Я верю в Бога и верю, что дьявол тоже существует в этом мире. Современный дьявол предстает нам в техническом облике, — продолжал Хаард. — С помощью техники можно убить человека на расстоянии, и никто никогда не узнает, что произошло убийство. Смерть объяснят как-нибудь иначе. Не найдется сыщика, который смог бы разгадать такую загадку, а если и найдется, то нет закона, по которому можно было бы судить убийцу.
Жаклин остановилась:
— Вы говорите о чем-то конкретном?
— Да, но это всего лишь одна из версий, ничем не подтвержденная. Подтвердить ее может только сам убийца, но он никогда не скажет нам ничего. Даже если мы поймаем его за хвост.
— Я не поняла вас, господин Хаард. Вы имеете в виду… дьявола?
— В определенном смысле, да. Дьявол есть в каждом из нас. Но только когда нас покидает Бог, мы остаемся с ним один на один.
— Вы хотите сказать, что всех самоубийц в момент их смерти покинул Бог?
— Нет, мадемуазель Ферран.
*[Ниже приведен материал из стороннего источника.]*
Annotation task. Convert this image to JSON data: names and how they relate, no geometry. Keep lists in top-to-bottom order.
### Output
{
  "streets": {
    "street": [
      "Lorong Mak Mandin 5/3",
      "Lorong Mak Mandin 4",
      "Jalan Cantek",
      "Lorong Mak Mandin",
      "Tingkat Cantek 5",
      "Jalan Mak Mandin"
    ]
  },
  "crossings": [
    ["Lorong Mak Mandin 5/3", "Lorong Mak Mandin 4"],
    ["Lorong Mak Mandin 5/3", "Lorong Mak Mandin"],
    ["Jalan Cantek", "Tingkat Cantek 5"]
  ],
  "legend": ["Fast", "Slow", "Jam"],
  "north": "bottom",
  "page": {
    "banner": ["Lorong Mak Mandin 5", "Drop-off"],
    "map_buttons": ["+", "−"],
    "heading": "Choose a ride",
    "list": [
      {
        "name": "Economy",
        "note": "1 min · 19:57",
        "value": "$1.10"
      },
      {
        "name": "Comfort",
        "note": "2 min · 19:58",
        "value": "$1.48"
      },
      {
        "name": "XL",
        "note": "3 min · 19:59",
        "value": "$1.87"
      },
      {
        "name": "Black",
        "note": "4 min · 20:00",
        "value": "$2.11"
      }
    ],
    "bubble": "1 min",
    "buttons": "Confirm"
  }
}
Я хочу сказать, что перед смертью их всех одновременно посетил дьявол.
— Но дьявол, в отличие от Бога, не вездесущ, — пробормотала Жаклин, пожалев, что затеяла этот разговор.
— Я тоже, как и вы, учился богословию и знаком с догматом о несубстанциальности зла, — сказал ректор. — Но я полагаю, что благодаря современной технике дьявол стал вполне реальным и таким же вездесущим, как Бог.
— Но каким образом? — теряя терпение, спросила Жаклин.
— Я повторяю, что это всего лишь версия, — сказал ректор. — Но представьте себе, что вы слушаете по радио музыку. Вы слушаете Гайдна, а ваши студенты — какого-нибудь… неопрятного придурка. — Жаклин в изумлении воззрилась на Хаарда. Слово «придурок» было совершенно немыслимым в его устах! — В общем, каждый слушает свою любимую музыку, — не заметив ее изумления, продолжал он. — И тут в дело вмешивается дьявол. Он подключается к вашим приемникам и запускает звук, который обычное ухо выдержать не может. От напряжения вы получаете кровоизлияние в мозг, и… вот вам идеальное убийство.
Жаклин застыла на месте:
— Но, господин Хаард… Ведь это были самоубийства…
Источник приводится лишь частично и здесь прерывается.